Parents have left to the airport. Hello from me, DH (in annual leave) and DS in screaming phase for a wind that doesn't come out. @Nightscroller1 I'm with you

LadyNymeriaGhost · 05/09/2017 05:13

Unsettled night here. Bloody cold. DD starts school in the morning, too, so I have to be up and with it.

Lallypopstick · 05/09/2017 06:58

Good luck with the health visitor today @AnnaL82 - hopefully you can tell them what you've written down here and they'll identify some help.

Lady can you have a lazy day after the school run? Hope DD's first day goes well.

LadyNymeriaGhost · 05/09/2017 08:01

Thanks, Lally, DH had booked the day off, so we can both have a good nap.
Anna, good luck at the HV. Perhaps write down what you want to say, so you don't get sidetracked by the baby?

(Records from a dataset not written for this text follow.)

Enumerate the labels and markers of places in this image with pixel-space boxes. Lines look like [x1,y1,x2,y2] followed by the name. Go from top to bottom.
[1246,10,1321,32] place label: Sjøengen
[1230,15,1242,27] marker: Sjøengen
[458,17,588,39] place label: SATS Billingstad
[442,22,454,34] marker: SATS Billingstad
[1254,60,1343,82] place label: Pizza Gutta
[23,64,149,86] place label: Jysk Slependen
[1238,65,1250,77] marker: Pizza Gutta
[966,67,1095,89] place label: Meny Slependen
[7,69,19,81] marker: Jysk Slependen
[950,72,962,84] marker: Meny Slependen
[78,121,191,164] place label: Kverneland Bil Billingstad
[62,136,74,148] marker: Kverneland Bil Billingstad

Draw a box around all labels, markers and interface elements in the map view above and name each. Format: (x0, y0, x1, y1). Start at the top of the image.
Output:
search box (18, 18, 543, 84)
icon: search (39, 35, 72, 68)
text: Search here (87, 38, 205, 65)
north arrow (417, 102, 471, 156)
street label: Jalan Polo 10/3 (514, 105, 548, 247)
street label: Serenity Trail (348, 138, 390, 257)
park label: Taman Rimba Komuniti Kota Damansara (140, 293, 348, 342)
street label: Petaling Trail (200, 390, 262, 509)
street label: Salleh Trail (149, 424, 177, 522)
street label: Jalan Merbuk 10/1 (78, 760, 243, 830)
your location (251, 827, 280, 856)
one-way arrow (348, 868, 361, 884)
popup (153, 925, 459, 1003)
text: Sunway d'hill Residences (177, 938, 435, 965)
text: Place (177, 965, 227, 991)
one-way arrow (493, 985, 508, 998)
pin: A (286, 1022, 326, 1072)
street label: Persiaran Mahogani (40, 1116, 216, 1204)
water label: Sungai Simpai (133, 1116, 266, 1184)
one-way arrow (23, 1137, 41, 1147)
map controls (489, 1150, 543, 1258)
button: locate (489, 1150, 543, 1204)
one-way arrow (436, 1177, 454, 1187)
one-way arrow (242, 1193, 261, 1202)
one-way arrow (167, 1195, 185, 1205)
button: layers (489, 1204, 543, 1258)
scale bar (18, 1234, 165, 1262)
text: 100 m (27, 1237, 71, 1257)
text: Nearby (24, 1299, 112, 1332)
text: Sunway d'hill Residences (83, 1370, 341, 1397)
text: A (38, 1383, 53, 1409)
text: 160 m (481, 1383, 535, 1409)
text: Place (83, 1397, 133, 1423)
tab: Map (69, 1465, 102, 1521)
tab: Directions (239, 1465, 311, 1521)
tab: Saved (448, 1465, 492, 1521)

Nightscroller1 · 05/09/2017 08:23

Hope everyone had a good night? Dd woke up at 3 and when getting put down at 4 started to cry/grunt (after I let her fall asleep on me) first thing out dp mouth was 'do you want me to go sleep in the other room' then 'she's due a feed now' he quickly realised this was wrong and offered to take dd but it wouldn't be fair as he's at work!

Do any of us have a 'routine' that we try do when putting them down/feeding etc?

Dd woke up at 6 with wind... writhing about and crying. Wee lamb.